_TASK BRIEF_
Of all the lines in the records below, copy only those that contain the string "sheet".
________
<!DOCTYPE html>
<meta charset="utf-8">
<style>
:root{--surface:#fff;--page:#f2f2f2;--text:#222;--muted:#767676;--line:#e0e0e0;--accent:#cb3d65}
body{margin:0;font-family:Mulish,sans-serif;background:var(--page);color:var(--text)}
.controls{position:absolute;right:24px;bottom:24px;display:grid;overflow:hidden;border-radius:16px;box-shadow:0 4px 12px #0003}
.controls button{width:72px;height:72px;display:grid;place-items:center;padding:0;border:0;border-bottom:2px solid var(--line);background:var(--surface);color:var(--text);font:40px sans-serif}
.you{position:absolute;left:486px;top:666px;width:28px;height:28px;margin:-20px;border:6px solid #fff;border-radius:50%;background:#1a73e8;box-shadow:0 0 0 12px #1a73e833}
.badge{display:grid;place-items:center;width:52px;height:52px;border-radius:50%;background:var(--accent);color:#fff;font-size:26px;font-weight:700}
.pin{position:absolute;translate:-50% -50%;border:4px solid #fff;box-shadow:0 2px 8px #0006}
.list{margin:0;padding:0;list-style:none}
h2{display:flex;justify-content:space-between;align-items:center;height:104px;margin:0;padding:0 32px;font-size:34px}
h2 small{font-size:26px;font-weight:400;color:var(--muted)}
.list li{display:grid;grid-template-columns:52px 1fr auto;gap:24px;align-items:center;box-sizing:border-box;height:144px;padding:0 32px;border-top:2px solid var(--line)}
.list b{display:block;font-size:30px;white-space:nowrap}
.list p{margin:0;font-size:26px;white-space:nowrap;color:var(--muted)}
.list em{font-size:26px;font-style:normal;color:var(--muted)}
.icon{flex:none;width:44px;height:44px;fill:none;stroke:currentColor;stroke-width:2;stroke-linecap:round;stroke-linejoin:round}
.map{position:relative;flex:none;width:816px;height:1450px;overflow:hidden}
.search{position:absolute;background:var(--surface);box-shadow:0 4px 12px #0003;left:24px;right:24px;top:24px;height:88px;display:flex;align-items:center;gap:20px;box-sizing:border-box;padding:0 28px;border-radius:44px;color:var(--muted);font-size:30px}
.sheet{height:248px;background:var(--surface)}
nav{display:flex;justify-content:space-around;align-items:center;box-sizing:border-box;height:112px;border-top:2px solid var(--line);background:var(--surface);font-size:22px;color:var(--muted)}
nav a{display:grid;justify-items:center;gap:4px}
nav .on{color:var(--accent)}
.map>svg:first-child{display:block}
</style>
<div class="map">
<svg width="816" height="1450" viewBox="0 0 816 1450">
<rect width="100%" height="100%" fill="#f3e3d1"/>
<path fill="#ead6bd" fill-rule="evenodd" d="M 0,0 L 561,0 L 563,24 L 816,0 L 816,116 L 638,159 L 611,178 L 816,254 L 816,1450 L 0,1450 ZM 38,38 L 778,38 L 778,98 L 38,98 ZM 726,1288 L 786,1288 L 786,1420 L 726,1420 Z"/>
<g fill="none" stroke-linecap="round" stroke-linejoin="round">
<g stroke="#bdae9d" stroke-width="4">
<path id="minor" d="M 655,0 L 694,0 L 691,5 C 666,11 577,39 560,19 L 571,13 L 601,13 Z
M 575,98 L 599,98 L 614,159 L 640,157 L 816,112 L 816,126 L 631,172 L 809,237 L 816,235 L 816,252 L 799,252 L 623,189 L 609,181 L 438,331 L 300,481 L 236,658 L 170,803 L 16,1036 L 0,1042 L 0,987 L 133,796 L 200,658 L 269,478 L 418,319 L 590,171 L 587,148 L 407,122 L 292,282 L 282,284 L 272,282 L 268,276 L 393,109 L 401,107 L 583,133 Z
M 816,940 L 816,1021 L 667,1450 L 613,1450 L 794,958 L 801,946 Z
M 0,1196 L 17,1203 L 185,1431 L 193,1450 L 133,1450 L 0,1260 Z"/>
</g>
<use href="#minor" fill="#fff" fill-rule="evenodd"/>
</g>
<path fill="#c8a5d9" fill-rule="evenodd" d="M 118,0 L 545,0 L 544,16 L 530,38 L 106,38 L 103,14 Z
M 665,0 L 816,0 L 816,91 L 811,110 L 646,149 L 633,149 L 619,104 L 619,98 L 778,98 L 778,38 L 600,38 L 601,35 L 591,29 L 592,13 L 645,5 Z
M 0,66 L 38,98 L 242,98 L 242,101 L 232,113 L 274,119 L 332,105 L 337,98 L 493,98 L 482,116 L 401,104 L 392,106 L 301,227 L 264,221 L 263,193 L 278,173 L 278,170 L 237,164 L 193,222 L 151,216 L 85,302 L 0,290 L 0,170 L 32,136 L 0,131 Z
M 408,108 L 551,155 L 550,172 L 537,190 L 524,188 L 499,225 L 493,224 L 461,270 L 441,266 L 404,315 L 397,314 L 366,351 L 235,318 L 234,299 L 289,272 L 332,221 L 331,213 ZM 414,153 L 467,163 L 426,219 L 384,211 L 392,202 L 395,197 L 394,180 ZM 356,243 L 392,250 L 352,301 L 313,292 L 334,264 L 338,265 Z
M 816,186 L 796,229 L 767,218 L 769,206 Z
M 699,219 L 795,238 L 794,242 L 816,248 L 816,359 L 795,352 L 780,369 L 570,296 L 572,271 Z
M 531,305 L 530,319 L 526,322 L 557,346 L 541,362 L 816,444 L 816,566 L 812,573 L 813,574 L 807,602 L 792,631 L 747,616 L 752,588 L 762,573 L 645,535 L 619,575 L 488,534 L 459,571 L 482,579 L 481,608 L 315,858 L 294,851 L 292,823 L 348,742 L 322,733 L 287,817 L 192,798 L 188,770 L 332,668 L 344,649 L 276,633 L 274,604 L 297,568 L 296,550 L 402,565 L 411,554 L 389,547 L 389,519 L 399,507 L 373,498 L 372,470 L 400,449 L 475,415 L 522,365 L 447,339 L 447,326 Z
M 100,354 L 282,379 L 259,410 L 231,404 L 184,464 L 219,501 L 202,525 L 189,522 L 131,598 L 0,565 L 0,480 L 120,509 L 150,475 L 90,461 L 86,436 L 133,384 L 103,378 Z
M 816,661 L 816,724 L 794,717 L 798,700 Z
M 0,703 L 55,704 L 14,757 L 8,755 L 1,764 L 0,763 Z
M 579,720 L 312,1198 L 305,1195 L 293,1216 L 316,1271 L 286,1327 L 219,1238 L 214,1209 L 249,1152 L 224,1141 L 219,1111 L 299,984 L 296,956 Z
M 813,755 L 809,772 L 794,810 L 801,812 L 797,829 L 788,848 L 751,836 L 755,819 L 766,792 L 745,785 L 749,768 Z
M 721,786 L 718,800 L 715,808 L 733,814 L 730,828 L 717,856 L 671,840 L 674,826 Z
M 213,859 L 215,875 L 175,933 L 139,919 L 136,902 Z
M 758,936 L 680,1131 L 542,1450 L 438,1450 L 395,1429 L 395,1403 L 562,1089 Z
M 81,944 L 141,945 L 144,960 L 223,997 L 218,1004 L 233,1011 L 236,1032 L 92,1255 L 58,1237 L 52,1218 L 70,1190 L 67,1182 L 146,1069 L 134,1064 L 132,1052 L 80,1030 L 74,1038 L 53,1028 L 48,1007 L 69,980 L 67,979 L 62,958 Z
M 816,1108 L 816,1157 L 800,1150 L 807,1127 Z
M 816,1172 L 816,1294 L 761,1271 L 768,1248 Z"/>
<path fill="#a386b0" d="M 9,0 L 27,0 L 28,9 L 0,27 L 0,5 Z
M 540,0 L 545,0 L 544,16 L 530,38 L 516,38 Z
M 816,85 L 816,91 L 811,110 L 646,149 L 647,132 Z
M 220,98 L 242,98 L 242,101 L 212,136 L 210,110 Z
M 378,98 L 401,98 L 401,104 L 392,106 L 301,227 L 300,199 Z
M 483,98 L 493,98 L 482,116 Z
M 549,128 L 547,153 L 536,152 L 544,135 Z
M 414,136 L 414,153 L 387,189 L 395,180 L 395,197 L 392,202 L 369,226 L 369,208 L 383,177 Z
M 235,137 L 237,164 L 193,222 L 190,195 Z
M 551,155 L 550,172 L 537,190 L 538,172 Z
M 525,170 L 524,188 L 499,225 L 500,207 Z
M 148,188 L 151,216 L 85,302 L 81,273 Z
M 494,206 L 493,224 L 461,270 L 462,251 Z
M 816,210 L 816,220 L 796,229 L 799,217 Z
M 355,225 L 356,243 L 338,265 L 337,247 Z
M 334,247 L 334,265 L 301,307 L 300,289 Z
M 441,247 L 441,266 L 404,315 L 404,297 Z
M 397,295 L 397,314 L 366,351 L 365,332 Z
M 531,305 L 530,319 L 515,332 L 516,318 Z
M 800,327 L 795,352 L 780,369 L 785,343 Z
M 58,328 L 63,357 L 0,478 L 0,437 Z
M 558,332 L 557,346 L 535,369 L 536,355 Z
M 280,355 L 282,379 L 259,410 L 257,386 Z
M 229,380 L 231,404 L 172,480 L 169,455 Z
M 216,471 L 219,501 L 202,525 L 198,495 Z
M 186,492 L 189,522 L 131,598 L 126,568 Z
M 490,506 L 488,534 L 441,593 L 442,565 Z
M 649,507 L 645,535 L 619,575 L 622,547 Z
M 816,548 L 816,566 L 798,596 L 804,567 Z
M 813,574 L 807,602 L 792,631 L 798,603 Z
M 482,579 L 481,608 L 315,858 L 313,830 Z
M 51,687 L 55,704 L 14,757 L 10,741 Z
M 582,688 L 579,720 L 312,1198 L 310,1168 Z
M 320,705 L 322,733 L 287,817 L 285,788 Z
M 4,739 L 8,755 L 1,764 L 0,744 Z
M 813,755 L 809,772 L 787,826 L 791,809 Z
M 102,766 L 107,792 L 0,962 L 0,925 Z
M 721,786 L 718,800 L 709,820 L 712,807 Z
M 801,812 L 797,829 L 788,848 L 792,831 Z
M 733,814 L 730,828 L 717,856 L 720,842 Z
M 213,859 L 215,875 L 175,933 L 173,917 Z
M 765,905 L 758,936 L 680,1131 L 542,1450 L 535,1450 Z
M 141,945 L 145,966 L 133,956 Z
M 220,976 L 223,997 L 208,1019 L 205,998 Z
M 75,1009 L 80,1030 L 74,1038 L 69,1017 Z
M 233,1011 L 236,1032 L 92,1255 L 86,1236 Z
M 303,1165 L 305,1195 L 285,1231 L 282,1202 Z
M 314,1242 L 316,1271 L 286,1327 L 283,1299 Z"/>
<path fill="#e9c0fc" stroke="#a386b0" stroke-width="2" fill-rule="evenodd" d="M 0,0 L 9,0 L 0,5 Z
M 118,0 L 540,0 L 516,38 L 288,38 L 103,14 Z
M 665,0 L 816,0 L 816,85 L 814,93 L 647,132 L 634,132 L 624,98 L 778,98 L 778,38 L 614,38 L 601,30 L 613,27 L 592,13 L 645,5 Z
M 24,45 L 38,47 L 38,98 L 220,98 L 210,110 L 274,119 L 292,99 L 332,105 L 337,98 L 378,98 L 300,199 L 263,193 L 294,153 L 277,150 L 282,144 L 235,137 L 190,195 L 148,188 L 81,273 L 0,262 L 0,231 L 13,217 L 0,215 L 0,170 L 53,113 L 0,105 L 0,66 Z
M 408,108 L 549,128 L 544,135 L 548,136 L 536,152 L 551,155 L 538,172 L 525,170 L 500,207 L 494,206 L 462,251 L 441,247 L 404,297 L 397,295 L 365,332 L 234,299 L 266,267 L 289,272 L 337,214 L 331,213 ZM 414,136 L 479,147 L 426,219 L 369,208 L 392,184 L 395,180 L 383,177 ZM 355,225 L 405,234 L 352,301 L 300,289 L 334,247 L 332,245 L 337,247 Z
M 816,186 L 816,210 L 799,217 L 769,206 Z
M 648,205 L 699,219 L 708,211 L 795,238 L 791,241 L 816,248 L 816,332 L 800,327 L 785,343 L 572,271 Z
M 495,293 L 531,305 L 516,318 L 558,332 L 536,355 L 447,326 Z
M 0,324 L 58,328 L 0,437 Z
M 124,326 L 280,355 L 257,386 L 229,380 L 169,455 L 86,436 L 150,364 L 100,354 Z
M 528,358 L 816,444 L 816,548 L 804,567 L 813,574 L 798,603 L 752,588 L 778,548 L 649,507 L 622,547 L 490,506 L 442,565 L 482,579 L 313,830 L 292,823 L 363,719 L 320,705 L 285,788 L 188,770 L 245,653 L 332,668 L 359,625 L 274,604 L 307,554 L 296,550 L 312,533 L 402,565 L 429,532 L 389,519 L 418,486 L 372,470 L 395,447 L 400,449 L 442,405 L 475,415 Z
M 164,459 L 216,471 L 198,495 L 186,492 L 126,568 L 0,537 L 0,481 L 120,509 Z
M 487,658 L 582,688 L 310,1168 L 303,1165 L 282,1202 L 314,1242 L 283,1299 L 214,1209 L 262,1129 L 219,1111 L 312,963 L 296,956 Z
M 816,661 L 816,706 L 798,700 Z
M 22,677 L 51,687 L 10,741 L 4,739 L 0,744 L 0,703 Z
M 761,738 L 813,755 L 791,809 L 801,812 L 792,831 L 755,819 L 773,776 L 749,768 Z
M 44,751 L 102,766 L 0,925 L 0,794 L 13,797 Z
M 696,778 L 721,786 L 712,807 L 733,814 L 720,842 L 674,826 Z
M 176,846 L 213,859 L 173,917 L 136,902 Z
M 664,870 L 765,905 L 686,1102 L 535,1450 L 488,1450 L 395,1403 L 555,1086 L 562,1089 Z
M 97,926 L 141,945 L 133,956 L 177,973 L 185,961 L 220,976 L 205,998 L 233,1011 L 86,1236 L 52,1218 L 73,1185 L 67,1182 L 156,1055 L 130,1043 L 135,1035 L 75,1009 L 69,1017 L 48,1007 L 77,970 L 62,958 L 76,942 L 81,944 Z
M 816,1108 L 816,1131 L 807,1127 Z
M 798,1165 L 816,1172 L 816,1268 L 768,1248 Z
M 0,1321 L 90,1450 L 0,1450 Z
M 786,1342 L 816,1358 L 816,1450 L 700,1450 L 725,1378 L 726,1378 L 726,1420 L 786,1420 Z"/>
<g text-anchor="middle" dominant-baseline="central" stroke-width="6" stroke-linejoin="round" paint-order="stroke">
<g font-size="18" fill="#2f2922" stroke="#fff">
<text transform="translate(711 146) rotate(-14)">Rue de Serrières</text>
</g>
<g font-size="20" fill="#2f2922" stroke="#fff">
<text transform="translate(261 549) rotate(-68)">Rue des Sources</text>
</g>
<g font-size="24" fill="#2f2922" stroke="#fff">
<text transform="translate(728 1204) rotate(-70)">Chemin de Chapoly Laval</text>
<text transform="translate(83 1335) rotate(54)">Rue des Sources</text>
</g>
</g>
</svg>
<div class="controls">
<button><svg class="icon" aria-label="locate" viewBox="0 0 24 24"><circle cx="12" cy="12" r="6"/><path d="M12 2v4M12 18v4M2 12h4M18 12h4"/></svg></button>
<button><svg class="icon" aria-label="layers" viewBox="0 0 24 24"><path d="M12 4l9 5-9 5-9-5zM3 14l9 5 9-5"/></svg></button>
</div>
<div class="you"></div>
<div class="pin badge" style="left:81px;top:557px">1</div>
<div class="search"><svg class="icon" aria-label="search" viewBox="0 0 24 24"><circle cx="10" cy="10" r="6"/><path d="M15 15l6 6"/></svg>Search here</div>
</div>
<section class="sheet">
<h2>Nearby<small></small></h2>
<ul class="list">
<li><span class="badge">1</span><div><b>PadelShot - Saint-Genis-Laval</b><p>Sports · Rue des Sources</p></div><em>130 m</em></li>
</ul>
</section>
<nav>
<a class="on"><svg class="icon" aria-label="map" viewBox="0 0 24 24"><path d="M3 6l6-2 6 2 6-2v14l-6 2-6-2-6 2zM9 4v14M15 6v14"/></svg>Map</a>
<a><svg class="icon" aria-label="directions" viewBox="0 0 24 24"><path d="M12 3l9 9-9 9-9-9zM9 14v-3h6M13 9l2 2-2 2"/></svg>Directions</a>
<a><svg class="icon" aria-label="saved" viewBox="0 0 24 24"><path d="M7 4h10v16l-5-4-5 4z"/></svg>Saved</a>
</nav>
________
_SOLUTION FOR THIS PROBLEM_
.sheet{height:248px;background:var(--surface)}
<section class="sheet">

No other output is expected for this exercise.